Total area under any probability density function

Question

What's the name of the theorem that tells us that the total area under any probability density function, discrete or continuous, equals 1?

My stats book actually defines a PDF by requiring that $$\sum_{x}f(x)=1\quad\text{or}\quad\int_{-\infty}^{\infty}f(x)=1$$

In other words, $f(x)$ is a PDF only if the above is true (along with a few other requirements).

Rather than using this as a definition, is it possible to prove that it's true for any PDF? If so, has it been done before? I'd like the name of the theorem/proof so I can reference it.

Answer 1

Already well answered in comments. The requirement that the integral $\int_{-\infty}^\infty f(x)\; dx=1$ (together with $f(x)\ge 0\;\;\text{for all $x$}$) is part of the definition of a probability density function. And it must be so since that integral represents the total probability, and part of Kolmogorov's axioms for probability is that the total probability is always 1.

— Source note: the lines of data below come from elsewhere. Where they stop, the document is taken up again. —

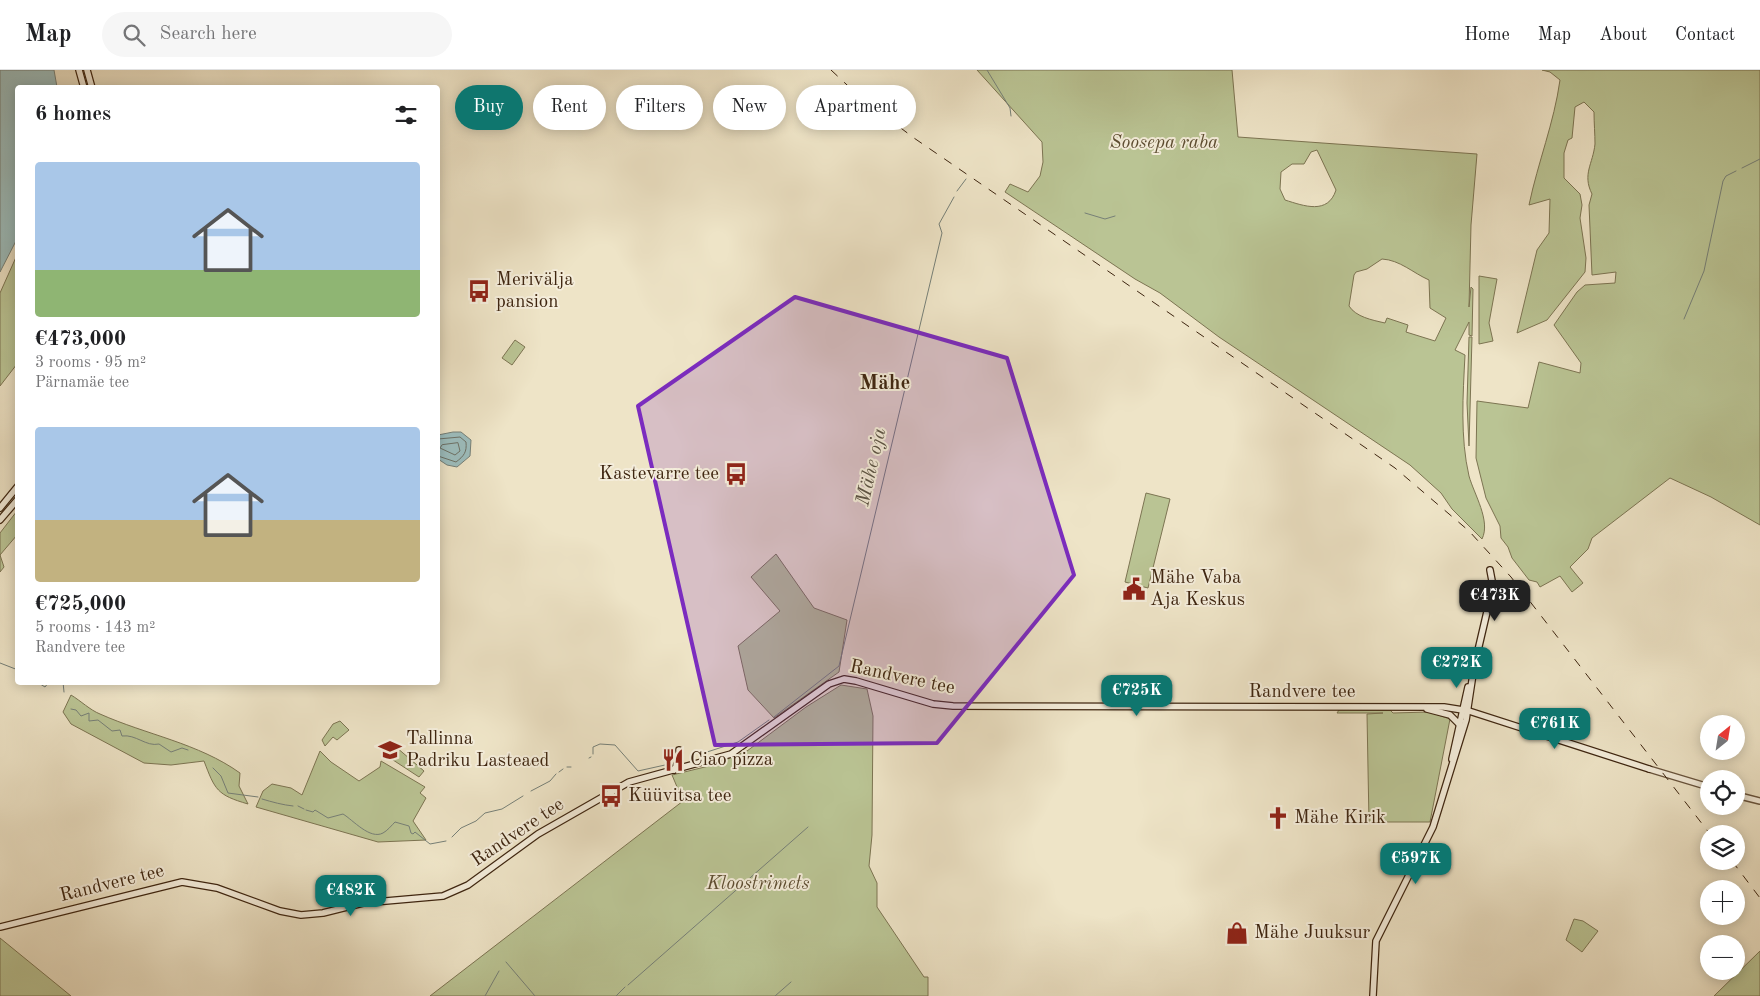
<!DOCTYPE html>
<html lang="en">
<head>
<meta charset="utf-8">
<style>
	:root { --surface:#fff; --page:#f6f6f6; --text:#202124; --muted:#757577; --line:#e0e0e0; --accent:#0f766e }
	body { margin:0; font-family:"Old Standard TT",serif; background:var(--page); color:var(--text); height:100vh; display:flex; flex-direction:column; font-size:19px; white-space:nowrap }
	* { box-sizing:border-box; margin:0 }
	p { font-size:16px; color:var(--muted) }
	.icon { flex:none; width:28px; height:28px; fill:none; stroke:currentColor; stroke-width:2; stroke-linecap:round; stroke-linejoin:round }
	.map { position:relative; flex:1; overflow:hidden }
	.panel { position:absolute; left:15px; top:15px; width:425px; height:600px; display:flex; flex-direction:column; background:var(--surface); border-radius:5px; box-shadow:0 2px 12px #0003 }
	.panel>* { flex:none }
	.hud { position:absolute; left:455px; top:15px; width:475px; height:45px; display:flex; gap:10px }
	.needle { width:32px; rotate:30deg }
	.buttons { position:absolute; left:1700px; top:645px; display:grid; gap:10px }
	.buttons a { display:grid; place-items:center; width:45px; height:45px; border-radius:50%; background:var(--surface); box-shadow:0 2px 12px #0003; font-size:25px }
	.price { position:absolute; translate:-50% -42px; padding:0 11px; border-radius:10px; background:var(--accent); color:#fff; font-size:16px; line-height:32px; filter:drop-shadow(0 1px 2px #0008) }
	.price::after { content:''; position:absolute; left:50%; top:30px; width:15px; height:11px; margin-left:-8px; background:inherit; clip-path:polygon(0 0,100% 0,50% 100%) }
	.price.on { background:#222; color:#fff }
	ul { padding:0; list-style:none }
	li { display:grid; align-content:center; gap:10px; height:265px; padding:0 20px }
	li span { display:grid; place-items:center; height:155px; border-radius:5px; color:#555 }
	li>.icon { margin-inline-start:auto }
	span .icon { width:90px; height:90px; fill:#fffc; stroke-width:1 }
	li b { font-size:21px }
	h2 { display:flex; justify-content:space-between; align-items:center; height:60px; padding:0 20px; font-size:21px }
	.tag { padding:0 18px; border-radius:22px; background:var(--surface); box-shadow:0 2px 12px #0003; font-size:18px; line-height:45px }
	.tag.on { background:var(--accent); color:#fff }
	header { display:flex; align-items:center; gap:30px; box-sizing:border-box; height:70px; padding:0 25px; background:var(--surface); border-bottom:1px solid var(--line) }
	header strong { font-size:24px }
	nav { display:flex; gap:28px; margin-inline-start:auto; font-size:18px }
	.search { width:350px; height:45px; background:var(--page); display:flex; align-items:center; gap:12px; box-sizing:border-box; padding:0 18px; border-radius:28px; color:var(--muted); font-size:19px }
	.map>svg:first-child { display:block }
	.green { fill:#bac494; stroke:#7c7452; fill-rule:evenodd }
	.water { fill:#9cbdbd; stroke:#768078 }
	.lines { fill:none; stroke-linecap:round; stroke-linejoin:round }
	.shore { stroke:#6d7166; stroke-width:1 }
	.stream { stroke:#768078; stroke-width:1 }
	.tertiary-casing { stroke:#6a553e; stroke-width:8 }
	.secondary-casing { stroke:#3e2510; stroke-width:8 }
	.tertiary { stroke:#f4eddb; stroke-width:5 }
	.secondary { stroke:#f4eddb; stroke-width:5.5 }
	.rail { stroke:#3e2510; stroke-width:1; stroke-dasharray:9 9; stroke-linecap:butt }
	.marked { fill:#7b2cbf; fill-opacity:0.2; stroke:#7b2cbf; stroke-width:4; stroke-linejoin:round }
	.labels { text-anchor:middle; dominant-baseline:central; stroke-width:4; stroke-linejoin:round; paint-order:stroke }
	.park-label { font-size:19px; font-style:italic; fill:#5d4d31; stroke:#f4eddb }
	.poi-label { font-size:19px; fill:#3e2510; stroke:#f4eddb; text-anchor:start }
	.street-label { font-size:19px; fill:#3e2510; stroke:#f4eddb }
	.water-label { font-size:20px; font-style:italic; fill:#5a5344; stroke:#f4eddb }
	.quarter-label { font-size:21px; font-weight:bold; fill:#3e2510; stroke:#f4eddb }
</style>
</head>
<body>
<header>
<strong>Map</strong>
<div class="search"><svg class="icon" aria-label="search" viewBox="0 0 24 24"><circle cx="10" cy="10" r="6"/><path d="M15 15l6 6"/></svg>Search here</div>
<nav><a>Home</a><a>Map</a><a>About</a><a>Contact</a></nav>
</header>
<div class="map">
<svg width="1760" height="926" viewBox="0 0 1760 926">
	<rect width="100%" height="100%" fill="#eee4c7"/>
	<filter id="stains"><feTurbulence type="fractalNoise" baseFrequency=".004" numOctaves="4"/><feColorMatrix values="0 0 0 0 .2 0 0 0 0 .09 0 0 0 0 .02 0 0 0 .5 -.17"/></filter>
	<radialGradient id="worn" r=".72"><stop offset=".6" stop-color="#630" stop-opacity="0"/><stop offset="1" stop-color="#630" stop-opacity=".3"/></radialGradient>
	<!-- green -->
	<g class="green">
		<path d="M 977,0 L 1232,0 L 1238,67 L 1477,84 L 1471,155 L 1469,237 L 1471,217 L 1473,219 L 1472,266 L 1469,265 L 1469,252 L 1455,280 L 1465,285 C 1463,325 1460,367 1469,406 C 1474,424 1491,451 1482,469 L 1452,439 L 1441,423 L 1410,395 L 1219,267 L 1160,223 L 1135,209 L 1005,122 L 1010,114 L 1028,122 L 1040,106 L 1043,92 L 1042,72 ZM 1317,80 L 1336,120 C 1328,145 1304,136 1285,130 L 1280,119 L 1281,102 L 1292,94 L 1304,94 L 1311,82 ZM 1382,189 C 1400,190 1413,203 1429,210 L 1430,238 L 1446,248 L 1435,271 L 1406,262 L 1408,255 L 1387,248 L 1385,253 C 1372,250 1356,247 1349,236 L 1354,205 L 1356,202 L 1367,199 Z"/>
		<path d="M 1542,0 L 1760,0 L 1760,455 L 1711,427 L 1670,408 L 1592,468 L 1588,479 L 1570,497 L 1583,513 L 1572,522 L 1560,506 L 1540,517 L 1537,512 L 1529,510 L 1512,488 L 1508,477 L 1501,468 L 1500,456 L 1486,428 L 1476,388 L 1477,331 L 1528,338 L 1539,292 L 1580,303 L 1581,293 L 1554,255 L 1577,222 L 1585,215 L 1615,213 L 1616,202 L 1592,205 L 1589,135 L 1592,124 C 1582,104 1593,94 1595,74 C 1595,64 1594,53 1594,42 L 1584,32 L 1575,37 L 1572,68 L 1568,70 L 1564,83 L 1564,108 L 1580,124 L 1582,135 L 1580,148 L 1586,188 L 1585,202 L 1547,250 L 1517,263 L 1537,180 L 1549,163 L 1550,129 L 1529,135 C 1538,92 1554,53 1560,10 L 1550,2 Z"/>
		<path d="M 17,185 L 17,294 L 0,316 L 0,223 Z"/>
		<path d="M 1479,206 L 1497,209 L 1489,253 L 1493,271 L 1479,274 Z"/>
		<path d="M 1469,267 L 1472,267 L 1469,376 L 1467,333 Z"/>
		<path d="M 515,270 L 525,277 L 512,295 L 502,288 Z"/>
		<path d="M 1146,423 L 1170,429 L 1148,518 L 1125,512 Z"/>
		<path d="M 17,441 L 17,465 L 0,485 L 4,497 L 0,502 L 0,463 Z"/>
		<path d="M 776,484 L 814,538 L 847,550 L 839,602 L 774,648 L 748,620 L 738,576 L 780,541 L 751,507 Z"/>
		<path d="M 841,615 L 867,619 L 873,646 L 872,765 L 869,796 L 877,813 L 877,837 L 924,907 L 928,907 L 928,926 L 430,926 L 683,731 L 672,705 L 713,695 L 747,681 L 806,637 Z"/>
		<path d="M 71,625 C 81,631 90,640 100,644 C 147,665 198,673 240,703 L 239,716 L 248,734 C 217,725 215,720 204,691 L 171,695 L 144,693 L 71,654 L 63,642 Z"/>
		<path d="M 1339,640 L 1390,640 L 1393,643 L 1429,642 L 1450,649 L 1430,752 L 1369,752 L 1367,644 L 1383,643 L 1337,643 Z"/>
		<path d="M 340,651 L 349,660 L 337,670 L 333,667 L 325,676 L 322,670 L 333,654 Z"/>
		<path d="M 396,677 L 424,701 L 419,707 L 387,686 Z"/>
		<path d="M 320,681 L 331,692 L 359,711 L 380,697 L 381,691 L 425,717 L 420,723 L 426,728 L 413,751 L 426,770 L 378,772 L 256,737 L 263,721 L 272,714 L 291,718 L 302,725 Z"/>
		<path d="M 1574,849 L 1583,851 L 1598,861 L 1582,882 L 1566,870 Z"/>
		<path d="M 0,868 L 71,926 L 0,926 Z"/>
		<path d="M 1760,881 L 1760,926 L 1714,926 Z"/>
	</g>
	<!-- water -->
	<g class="water">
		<path d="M 0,0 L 54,0 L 57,17 L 18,18 L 17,169 L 0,202 Z"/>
		<path d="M 453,362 L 461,362 L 471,370 L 470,386 L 457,397 L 447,395 L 438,389 L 438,365 Z"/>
	</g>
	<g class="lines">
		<!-- shore -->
		<g class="shore">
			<path d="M 438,369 L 460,367 L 466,372 C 467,382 464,386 456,392 L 438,386"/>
			<path d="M 458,373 L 460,381 L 455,385 L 440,378 L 442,375 Z"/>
		</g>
		<!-- stream -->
		<g class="stream">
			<path d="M 987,0 L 1010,38 L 1011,46"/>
			<path d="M 1742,98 L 1760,89"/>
			<path d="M 957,121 L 966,109"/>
			<path d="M 1085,143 L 1105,149 L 1115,146"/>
			<path d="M 1684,249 L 1704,201 L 1723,111 L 1726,106 L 1736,101"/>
			<path d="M 0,593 L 18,600"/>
			<path d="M 37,612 L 45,617 L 49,612"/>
			<path d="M 63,612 L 64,622"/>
			<path d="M 71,639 L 76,640 L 81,646 L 89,643 L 89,651 L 98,650 L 112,661 L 120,660 L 122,666 C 136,664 146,677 159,674 L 171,682 L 182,678 L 188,680"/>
			<path d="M 774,647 L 839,596 L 942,163 L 939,154 L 954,127"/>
			<path d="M 704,683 L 738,672 L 769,650"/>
			<path d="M 593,684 L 593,677 L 600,674 L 615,675 L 638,701 L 665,695"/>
			<path d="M 589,688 L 591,687"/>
			<path d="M 567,697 L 571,697"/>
			<path d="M 213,698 L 221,706 L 228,723 L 258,727"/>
			<path d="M 559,702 L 563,699"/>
			<path d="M 531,721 L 550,711 L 556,704"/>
			<path d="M 1752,726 L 1760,728"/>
			<path d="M 262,729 C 272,732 283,735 293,736"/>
			<path d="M 298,736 L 304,739"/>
			<path d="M 306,740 L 313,742 L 315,740 L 328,748 L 343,744 C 353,750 370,770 383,763 C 387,761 392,755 395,752 L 409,756 L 411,763 L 413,764 L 415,762 L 430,774 L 446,771"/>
			<path d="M 452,767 L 461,758 L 476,751 L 485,743 L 502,739 L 523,726"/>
			<path d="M 506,892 L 535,926"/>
			<path d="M 628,915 L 808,757"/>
			<path d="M 485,926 L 499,901"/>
			<path d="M 616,926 L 625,917"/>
			<path d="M 775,926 L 791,912"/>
		</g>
		<defs>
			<g id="tertiary">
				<path d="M 1649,699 L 1709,717"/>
				<path d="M 1736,725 L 1760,731"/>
			</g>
			<g id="secondary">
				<path d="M 79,0 L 84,18"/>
				<path d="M 87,0 L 92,18"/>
				<path d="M 0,438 L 18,416"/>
				<path d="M 0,450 L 18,429"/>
				<path d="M 1472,606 L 1493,516 L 1490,500"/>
				<path d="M 1427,639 L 1450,645 L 1459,654"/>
				<path d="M 1452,689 L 1468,617"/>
				<path d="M 674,700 L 680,689 L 679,680"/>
				<path d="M 0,857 L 182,812 L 217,818 L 280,841 L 301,845 L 323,843 L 363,833 L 443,826 L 468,815 L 538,764 L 629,712 L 731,684 L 829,614 L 844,609 L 856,611 L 933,634 L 953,636 L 1444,637 L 1469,641 L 1649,699"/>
				<path d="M 1373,926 L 1376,871 L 1433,757 L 1466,650 L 1473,604"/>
			</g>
		</defs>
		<!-- tertiary casing -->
		<use href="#tertiary" class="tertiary-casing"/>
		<!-- secondary casing -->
		<use href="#secondary" class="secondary-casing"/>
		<!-- tertiary -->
		<use href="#tertiary" class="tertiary"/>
		<!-- secondary -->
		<use href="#secondary" class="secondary"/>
		<!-- rail -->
		<g class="rail">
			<path d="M 831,0 L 861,28 L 914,68 L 1395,398 L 1469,461 L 1511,507 L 1710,764"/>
			<path d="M 1732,791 L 1760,828"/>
		</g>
	</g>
	<!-- marked area -->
	<path class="marked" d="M 795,227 L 1007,288 L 1074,505 L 937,673 L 715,675 L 638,336 Z"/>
	<!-- icons -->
	<defs>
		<symbol id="bus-bare" viewBox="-9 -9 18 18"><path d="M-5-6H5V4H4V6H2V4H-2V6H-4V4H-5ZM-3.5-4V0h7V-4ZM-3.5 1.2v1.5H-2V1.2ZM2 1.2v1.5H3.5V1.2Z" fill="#8f2418" stroke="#f4eddb" stroke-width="2.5" paint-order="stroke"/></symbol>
		<symbol id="civic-bare" viewBox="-9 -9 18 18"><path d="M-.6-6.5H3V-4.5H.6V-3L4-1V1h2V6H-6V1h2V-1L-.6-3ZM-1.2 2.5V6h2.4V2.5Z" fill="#8f2418" stroke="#f4eddb" stroke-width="2.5" paint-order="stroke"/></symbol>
		<symbol id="school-bare" viewBox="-9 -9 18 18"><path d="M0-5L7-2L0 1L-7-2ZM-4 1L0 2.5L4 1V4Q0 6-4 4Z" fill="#8f2418" stroke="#f4eddb" stroke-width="2.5" paint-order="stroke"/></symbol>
		<symbol id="restaurant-bare" viewBox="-9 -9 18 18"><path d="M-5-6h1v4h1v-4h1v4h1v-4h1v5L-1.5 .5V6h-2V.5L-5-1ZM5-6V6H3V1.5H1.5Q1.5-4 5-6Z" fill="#8f2418" stroke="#f4eddb" stroke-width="2.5" paint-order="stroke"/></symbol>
		<symbol id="church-bare" viewBox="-9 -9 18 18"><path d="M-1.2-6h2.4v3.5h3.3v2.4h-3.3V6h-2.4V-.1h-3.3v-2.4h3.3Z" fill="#8f2418" stroke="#f4eddb" stroke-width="2.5" paint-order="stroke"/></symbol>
		<symbol id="shop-bare" viewBox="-9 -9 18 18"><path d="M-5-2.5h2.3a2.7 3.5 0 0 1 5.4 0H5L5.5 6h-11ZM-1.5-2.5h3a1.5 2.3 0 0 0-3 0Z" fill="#8f2418" stroke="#f4eddb" stroke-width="2.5" paint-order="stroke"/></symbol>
	</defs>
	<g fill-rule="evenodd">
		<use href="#bus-bare" x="463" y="205" width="32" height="32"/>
		<use href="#bus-bare" x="720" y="388" width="32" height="32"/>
		<use href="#civic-bare" x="1118" y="503" width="32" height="32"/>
		<use href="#school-bare" x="374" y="664" width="32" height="32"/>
		<use href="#restaurant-bare" x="657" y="674" width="32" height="32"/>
		<use href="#bus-bare" x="595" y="710" width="32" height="32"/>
		<use href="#church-bare" x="1262" y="732" width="32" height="32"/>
		<use href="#shop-bare" x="1221" y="847" width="32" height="32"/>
	</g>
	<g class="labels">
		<!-- park labels -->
		<g class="park-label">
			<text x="1164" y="73">Soosepa raba</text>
			<text x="758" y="814">Kloostrimets</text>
		</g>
		<!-- poi labels -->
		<g class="poi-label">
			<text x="496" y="210">Merivälja<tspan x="496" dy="22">pansion</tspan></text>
			<text x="719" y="404" text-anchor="end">Kastevarre tee</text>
			<text x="1150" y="508">Mähe Vaba<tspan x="1150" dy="22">Aja Keskus</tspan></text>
			<text x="406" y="669">Tallinna<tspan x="406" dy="22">Padriku Lasteaed</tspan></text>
			<text x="690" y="690">Ciao pizza</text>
			<text x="628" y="726">Küüvitsa tee</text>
			<text x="1294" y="748">Mähe Kirik</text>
			<text x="1254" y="863">Mähe Juuksur</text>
		</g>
		<!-- street labels -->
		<g class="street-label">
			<text transform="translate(902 608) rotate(12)">Randvere tee</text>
			<text x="1302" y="622">Randvere tee</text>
			<text transform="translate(518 763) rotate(-34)">Randvere tee</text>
			<text transform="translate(112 814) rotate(-14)">Randvere tee</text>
		</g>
		<!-- water labels -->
		<g class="water-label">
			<text transform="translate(872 397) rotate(-77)">Mähe oja</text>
		</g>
		<!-- quarter labels -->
		<g class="quarter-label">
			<text x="885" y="313">Mähe</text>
		</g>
	</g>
	<rect width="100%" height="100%" filter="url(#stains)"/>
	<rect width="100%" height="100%" fill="url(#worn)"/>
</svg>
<div class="buttons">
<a><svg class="needle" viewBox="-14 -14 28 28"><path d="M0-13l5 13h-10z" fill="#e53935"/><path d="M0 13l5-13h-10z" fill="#757577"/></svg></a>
<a><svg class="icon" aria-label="locate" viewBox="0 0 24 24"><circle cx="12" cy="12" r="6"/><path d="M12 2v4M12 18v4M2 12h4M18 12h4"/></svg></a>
<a><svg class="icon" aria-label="layers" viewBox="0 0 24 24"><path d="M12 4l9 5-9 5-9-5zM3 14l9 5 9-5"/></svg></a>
<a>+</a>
<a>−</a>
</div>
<b class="price on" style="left:1495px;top:552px">€473K</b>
<b class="price" style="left:1457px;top:619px">€272K</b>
<b class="price" style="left:1137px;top:647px">€725K</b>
<b class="price" style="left:1555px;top:680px">€761K</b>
<b class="price" style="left:1416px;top:815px">€597K</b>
<b class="price" style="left:351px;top:847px">€482K</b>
<div class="hud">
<a class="tag on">Buy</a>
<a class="tag">Rent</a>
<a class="tag">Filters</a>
<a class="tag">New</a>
<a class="tag">Apartment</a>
</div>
<section class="panel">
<h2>6 homes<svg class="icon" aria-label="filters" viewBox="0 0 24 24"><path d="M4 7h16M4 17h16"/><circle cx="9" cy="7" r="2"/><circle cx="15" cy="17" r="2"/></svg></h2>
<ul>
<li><span style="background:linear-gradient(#a9c7e8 70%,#8fb573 0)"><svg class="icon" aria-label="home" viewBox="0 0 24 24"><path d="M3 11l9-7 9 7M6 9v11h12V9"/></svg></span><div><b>€473,000</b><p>3 rooms · 95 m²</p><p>Pärnamäe tee</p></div></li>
<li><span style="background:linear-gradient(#a9c7e8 60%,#c2b280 0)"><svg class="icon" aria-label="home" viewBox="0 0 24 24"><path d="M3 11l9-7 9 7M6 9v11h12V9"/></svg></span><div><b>€725,000</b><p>5 rooms · 143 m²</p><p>Randvere tee</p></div></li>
</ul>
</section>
</div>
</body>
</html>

So a proof from those axioms is very short, it just consists in pointing out that the statement is part of the axioms (as above). Somebody will say that that is not really a proof, I guess that will depend on your exact definition of proof.

Answer 2

What's the name of the theorem ...

This requirement is imposed by the norming axiom of probability theory, which holds that any probability measure has unit value ovver the sample space ---i.e., $\mathbb{P}(\Omega) = 1$. The restriction on the density is then obtained by recognising that, for a random variable $X: \Omega \rightarrow \mathbb{R}$, we have:

$$\mathbb{P}(X^{-1}(\mathcal{A})) = \text{Pr} (\mathcal{A}) = \int \limits_\mathcal{A} f_X(x) dx.$$

It is worth noting that the "axioms" of probability are usually taken as the starting place for work in this field, and within this limited context, they are not derived from earlier results. Within the usual probability framework these are not treated as results that you prove via theorems; you merely assert them as axioms. If you would like to treat them this way then you will need to go deeper into the literature on measurement of uncertainty, and look at how the standard probability measure is derived from more primitive conditions/desiderata. For example, Jaynes (2003) derives the probability "axioms" as consequences of consistency requirements for measuring uncertainty.